You can find my last post about that problem (I think!) with the subject
line
of "Newline bug in BaseMarkupSerializer + a fix"
It was marked June 22nd.  The fix there should work, if all else fails.

However, I had a little time to look at the spec and think about it.

Re: CR replacement in CDATA section?

Posted by md...@home.com, md...@home.com.
On Mon, 26 Jun 2000, you wrote:
> Xerces 1.0.3 appears to be changing CR and CR/LF to LF characters WITHIN a
> CDATA section.
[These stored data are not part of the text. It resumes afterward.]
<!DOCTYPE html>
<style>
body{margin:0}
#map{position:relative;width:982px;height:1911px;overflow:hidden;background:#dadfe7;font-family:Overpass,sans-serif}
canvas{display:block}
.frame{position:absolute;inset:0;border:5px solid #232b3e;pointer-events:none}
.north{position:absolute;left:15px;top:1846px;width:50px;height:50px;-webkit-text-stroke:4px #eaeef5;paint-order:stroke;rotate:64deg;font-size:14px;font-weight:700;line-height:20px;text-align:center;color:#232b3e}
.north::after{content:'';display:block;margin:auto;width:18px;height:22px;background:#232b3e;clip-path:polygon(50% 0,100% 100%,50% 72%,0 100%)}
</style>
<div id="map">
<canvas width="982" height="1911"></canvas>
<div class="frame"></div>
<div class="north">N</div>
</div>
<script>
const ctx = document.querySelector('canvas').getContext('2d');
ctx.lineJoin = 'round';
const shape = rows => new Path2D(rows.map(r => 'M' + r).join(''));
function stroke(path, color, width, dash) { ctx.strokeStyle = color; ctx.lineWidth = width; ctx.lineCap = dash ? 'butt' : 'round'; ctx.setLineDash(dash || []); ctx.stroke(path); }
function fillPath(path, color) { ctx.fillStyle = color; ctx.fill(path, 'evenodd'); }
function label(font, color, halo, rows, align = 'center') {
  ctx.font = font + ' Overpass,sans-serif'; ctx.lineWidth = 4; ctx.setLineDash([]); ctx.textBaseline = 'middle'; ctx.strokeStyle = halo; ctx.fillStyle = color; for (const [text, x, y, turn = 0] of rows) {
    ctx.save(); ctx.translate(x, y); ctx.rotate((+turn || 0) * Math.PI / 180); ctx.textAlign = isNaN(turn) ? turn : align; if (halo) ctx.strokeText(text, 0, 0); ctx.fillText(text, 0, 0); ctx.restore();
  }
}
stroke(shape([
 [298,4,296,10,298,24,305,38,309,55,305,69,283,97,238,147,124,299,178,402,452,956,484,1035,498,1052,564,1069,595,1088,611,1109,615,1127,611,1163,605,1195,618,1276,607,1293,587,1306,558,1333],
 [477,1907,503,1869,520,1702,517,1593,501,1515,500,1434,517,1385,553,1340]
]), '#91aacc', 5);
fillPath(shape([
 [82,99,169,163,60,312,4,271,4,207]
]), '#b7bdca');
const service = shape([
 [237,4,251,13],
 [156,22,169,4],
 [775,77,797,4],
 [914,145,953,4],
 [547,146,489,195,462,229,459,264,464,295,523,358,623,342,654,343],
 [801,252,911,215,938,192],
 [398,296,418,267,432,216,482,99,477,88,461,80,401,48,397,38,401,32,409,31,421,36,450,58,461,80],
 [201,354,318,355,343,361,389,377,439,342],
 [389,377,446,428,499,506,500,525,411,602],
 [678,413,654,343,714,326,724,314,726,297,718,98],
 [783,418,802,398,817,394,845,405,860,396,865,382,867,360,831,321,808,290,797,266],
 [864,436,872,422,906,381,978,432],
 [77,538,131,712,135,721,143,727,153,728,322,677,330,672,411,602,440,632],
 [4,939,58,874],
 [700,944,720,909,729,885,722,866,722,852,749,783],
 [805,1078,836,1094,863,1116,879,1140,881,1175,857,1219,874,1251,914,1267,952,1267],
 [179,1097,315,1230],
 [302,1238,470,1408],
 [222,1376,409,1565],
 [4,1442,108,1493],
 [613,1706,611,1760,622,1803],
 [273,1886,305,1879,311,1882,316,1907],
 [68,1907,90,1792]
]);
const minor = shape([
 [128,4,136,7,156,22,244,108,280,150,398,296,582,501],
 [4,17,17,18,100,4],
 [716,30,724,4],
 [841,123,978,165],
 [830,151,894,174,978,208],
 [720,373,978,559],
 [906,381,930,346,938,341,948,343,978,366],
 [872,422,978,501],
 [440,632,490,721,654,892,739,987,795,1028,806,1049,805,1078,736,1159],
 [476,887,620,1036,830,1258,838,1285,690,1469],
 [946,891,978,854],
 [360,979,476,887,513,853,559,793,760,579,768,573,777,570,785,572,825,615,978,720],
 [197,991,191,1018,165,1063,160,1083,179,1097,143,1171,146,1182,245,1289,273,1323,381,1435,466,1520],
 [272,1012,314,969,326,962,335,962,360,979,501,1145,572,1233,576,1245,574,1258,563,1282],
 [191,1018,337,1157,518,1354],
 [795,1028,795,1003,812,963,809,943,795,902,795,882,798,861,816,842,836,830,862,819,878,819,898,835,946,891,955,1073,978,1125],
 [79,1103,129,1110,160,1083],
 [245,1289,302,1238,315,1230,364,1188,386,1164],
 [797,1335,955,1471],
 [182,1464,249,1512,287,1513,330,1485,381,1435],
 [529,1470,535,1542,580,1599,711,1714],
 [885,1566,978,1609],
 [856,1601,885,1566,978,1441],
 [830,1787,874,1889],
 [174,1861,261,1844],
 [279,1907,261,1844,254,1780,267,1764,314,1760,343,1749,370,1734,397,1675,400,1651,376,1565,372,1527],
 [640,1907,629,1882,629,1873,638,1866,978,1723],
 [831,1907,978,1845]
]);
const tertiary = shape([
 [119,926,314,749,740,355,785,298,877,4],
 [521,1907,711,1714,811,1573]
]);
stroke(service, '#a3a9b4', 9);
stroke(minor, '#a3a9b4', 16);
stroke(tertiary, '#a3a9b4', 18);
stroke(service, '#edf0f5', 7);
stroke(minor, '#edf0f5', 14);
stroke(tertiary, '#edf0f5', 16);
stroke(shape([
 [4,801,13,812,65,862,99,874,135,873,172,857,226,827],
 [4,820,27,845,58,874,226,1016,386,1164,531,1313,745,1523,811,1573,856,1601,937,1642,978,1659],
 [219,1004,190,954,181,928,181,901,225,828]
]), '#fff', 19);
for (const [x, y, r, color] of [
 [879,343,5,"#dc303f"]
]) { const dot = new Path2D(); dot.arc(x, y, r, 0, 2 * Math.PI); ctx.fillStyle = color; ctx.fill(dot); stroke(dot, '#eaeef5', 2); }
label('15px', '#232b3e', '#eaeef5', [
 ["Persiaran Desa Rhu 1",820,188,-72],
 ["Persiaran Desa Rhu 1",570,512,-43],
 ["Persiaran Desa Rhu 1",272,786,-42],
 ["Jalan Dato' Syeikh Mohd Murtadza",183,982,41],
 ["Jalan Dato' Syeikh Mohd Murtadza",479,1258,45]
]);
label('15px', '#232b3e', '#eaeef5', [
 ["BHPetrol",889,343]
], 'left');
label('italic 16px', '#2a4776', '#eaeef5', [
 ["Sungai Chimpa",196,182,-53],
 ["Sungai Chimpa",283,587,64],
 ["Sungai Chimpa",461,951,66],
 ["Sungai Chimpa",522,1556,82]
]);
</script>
Should it be doing this? I thought all content within a CDATA
> section should be unaltered; in this case, unaffected by the processing laid
> out in Section 2.11 of the XML spec. I tried using xml:space="preserve" and
> got the same effect. Is there a way to instruct Xerces to leave CDATA
> content completely untouched??

That's probably the bug I just found in BaseMarkupSerializer.java.
I haven't gotten a response yet from anybody, but I assume
someone will soon.  Which is fine since I've now had time to look
into it a little more and provide a patch file, which you'll find in my
next message.

You can find my last post about that problem (I think!) with the subject line
of "Newline bug in BaseMarkupSerializer + a fix"
It was marked June 22nd.  The fix there should work, if all else fails.

However, I had a little time to look at the spec and think about it.